President of Pennsylvania Academy of the Fine Arts
- In office 2007–2009
- Succeeded by: David R. Brigham

Personal details
- Born: May 29, 1934 Warwick, Rhode Island, U.S.
- Died: 11 December 2025 (aged 91)
- Education: North Carolina State University, Union College (BA), Boston University (MA), University of Denver (PhD)

= Edward T. Lewis (college president) =

College president, poet, educator (1934–2025)

Edward T. Lewis (29 May 1934 – 11 December 2025), more commonly known as Ted Lewis, was an American college administrator, educator, educational consultant, and poet. He served as the fourth president of St. Mary's College of Maryland, from 1982 to 1996; and served as president and CEO of the Pennsylvania Academy of the Fine Arts, from 2007 to 2009.

He was also a poet in his early life and has been widely published in literary magazines and newspapers.

==Early life and education==

Lewis was born and raised in Warwick, Rhode Island, the son of an insurance salesman who only had an eight grade education. He initially did not maintain an interest in higher education, dropping out of North Carolina State University without graduating. He then joined the United States Army, and served for two years during the Korean War.

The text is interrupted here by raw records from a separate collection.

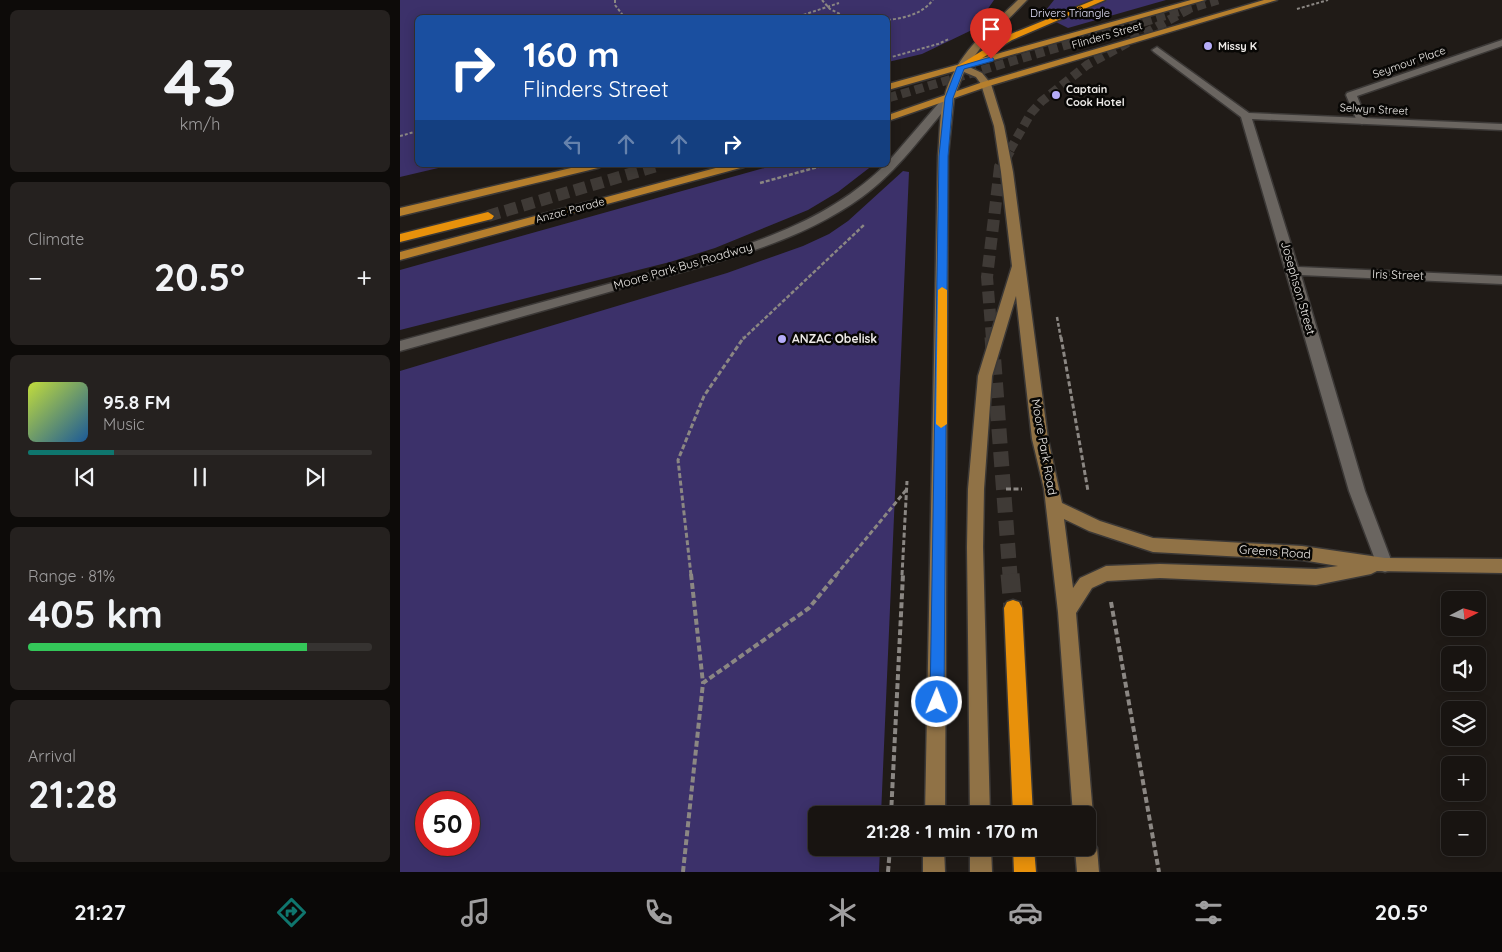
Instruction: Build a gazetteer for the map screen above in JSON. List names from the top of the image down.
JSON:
{
  "streets": {
    "main road": [
      "Flinders Street",
      "Anzac Parade",
      "Moore Park Road",
      "Greens Road"
    ],
    "street": [
      "Seymour Place",
      "Selwyn Street",
      "Moore Park Bus Roadway",
      "Iris Street",
      "Josephson Street"
    ]
  },
  "crossings": [
    ["Flinders Street", "Moore Park Bus Roadway"],
    ["Flinders Street", "Moore Park Road"],
    ["Seymour Place", "Selwyn Street"],
    ["Selwyn Street", "Josephson Street"],
    ["Iris Street", "Josephson Street"],
    ["Josephson Street", "Greens Road"],
    ["Moore Park Road", "Greens Road"]
  ],
  "parks": ["Drivers Triangle"],
  "places": ["Missy K", "Captain Cook Hotel", "ANZAC Obelisk"],
  "north": "right",
  "page": {
    "tile": [
      ["43", "km/h"],
      "Climate",
      ["Range · 81%", "405 km"],
      ["Arrival", "21:28"]
    ],
    "turn": ["160 m", "Flinders Street"],
    "heat": ["−", "20.5°", "+"],
    "song": ["95.8 FM", "Music"],
    "map_buttons": ["+", "−"],
    "limit": "50",
    "trip": "21:28 · 1 min · 170 m",
    "tabs": ["21:27", "20.5°"]
  }
}
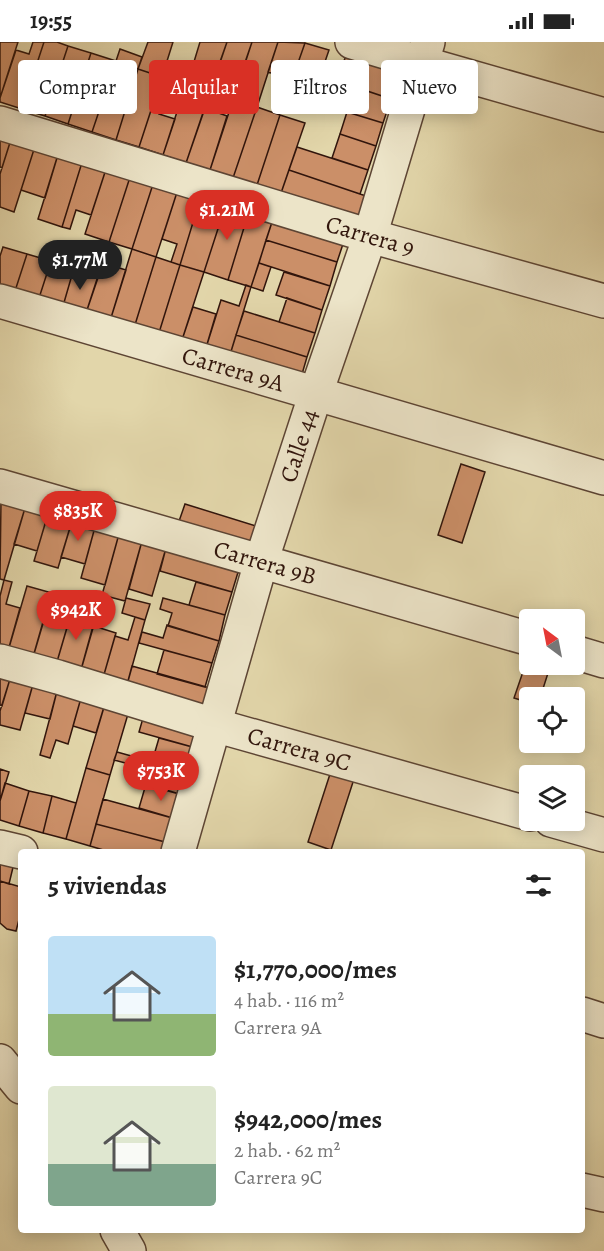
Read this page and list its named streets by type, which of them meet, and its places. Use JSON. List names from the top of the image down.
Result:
{
  "streets": {
    "street": [
      "Carrera 9",
      "Carrera 9A",
      "Calle 44",
      "Carrera 9B",
      "Carrera 9C"
    ]
  },
  "crossings": [
    ["Carrera 9", "Calle 44"],
    ["Carrera 9A", "Calle 44"],
    ["Calle 44", "Carrera 9B"],
    ["Calle 44", "Carrera 9C"]
  ],
  "north": "top left",
  "page": {
    "status": "19:55",
    "chip": [
      "Comprar",
      "Alquilar",
      "Filtros",
      "Nuevo"
    ],
    "price": [
      "$1.21M",
      "$1.77M",
      "$835K",
      "$942K",
      "$753K"
    ],
    "heading": "5 viviendas",
    "list": [
      {
        "name": "$1,770,000/mes",
        "note": "4 hab. · 116 m² · Carrera 9A"
      },
      {
        "name": "$942,000/mes",
        "note": "2 hab. · 62 m² · Carrera 9C"
      }
    ]
  }
}
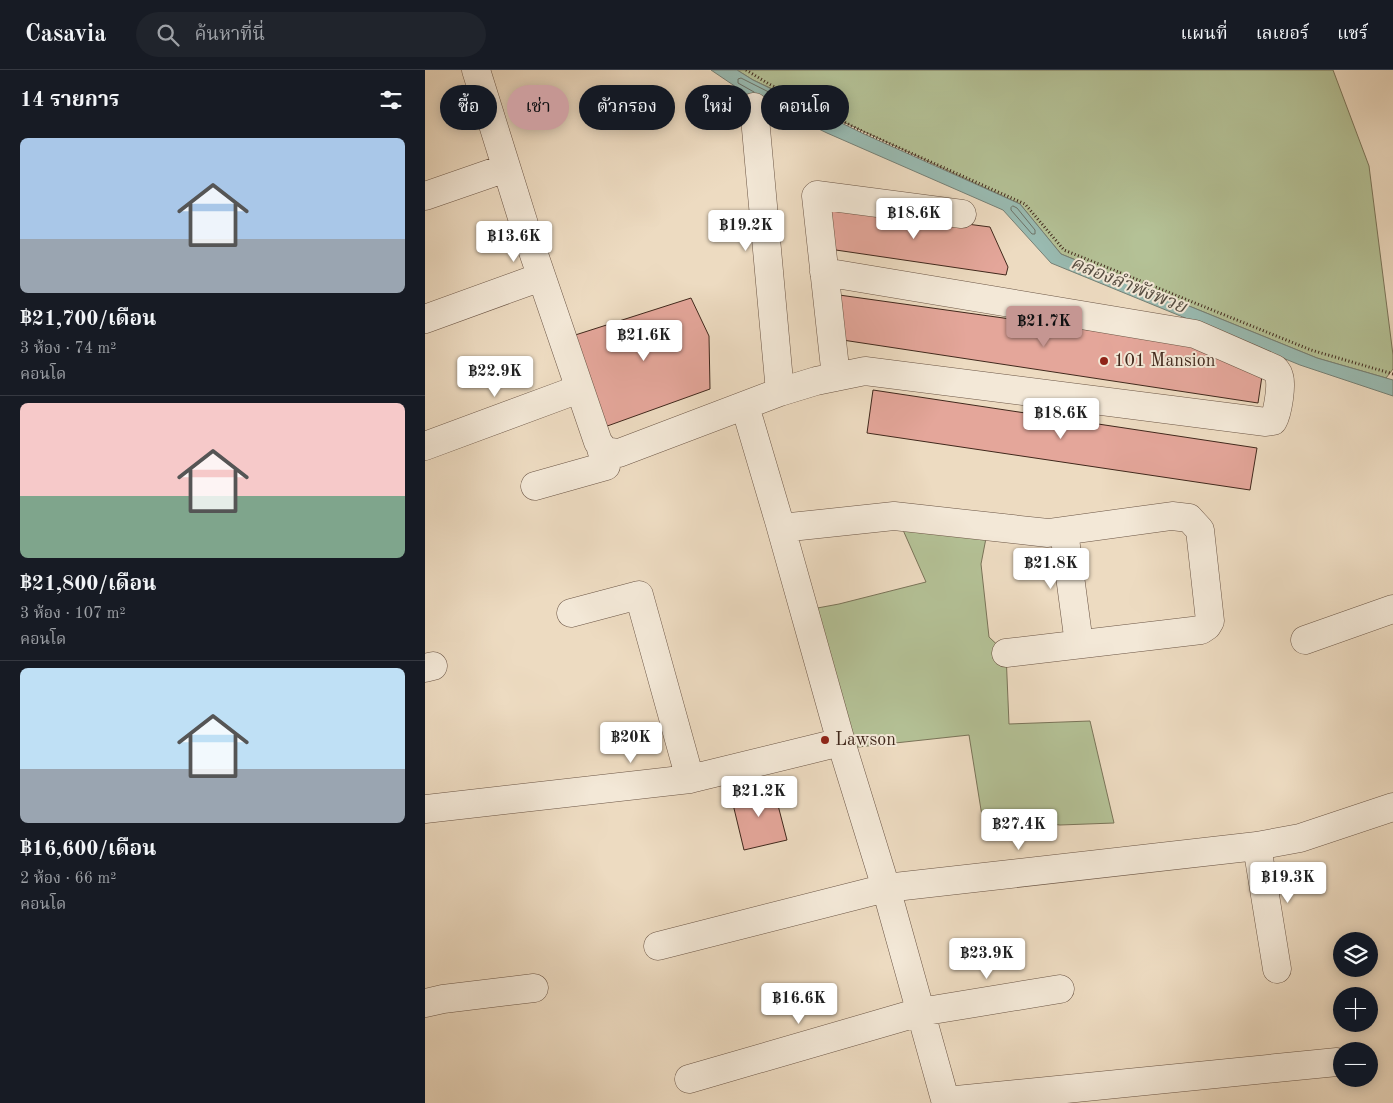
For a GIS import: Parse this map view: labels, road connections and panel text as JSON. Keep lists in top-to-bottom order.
{
  "water": ["คลองลำพังพวย"],
  "places": ["101 Mansion", "Lawson"],
  "page": {
    "header": "Casavia",
    "search": "ค้นหาที่นี่",
    "nav": ["แผนที่", "เลเยอร์", "แชร์"],
    "heading": "14 รายการ",
    "chip": [
      "ซื้อ",
      "เช่า",
      "ตัวกรอง",
      "ใหม่",
      "คอนโด"
    ],
    "list": [
      {
        "name": "฿21,700/เดือน",
        "note": "3 ห้อง · 74 m² · คอนโด"
      },
      {
        "name": "฿21,800/เดือน",
        "note": "3 ห้อง · 107 m² · คอนโด"
      },
      {
        "name": "฿16,600/เดือน",
        "note": "2 ห้อง · 66 m² · คอนโด"
      }
    ],
    "price": [
      "฿18.6K",
      "฿19.2K",
      "฿13.6K",
      "฿21.7K",
      "฿21.6K",
      "฿22.9K",
      "฿18.6K",
      "฿21.8K",
      "฿20K",
      "฿21.2K",
      "฿27.4K",
      "฿19.3K",
      "฿23.9K",
      "฿16.6K"
    ],
    "map_buttons": ["+", "−"]
  }
}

Later he completed an undergraduate degree at Union College and them went on to earn a master's degrees from Boston University, where he was a teaching fellow, and later received a doctorate from the University of Denver.

== Career ==
Lewis has also been a lifelong poet and has been widely published in newspapers and literary magazines. He has published more than 500 poems and essays. As a young man he was also involved in circles of some very well known poets. He later became a college educator and then moved on to work in college and university administration.

He was the fourth President St. Mary's College of Maryland, serving from 1982 to 1996. He was the president and CEO of Pennsylvania Academy of the Fine Arts from 2007 to 2009.

He is credited with leading St. Mary's College of Maryland to achieve official public honors college status, at the time only one of two such colleges in the nation. He is also credited with playing many key and decisive roles in transforming the school into a nationally prominent institution.

==Legacy==

It was under the leadership of Lewis that the college rose to national prominence, securing the designation of "Public Honors College" for the school, which at the time was only one of two such public colleges in the nation. Lewis has been widely credited with overseeing an enormous advance of the institution in curriculum, faculty and student achievement, as well as national standing and recognition. The school has since attained numerous top national rankings.

He was awarded the "President's Trailblazer Award" by St. Mary's College of Maryland. The "Edward T. Lewis Poetry Award" was established in his honor at St. Mary's College of Maryland. The Lewis Quad, is a set of buildings on the campus of St. Mary's College of Maryland, which are named in his honor.

Lewis died on December 11, 2025, at the age of 91.

== Portraits of Lewis ==
- An oil painting of Lewis hangs in Calvert Hall, the main administration building of St. Mary's College of Maryland. It was painted by his son.
- There is a mixed-media, modern art portrait of Lewis, created at the Pennsylvania Academy of Fine Arts, where he served as President after his time of service at St. Mary's College. The portrait uses a technique sometimes called "digital impressionism".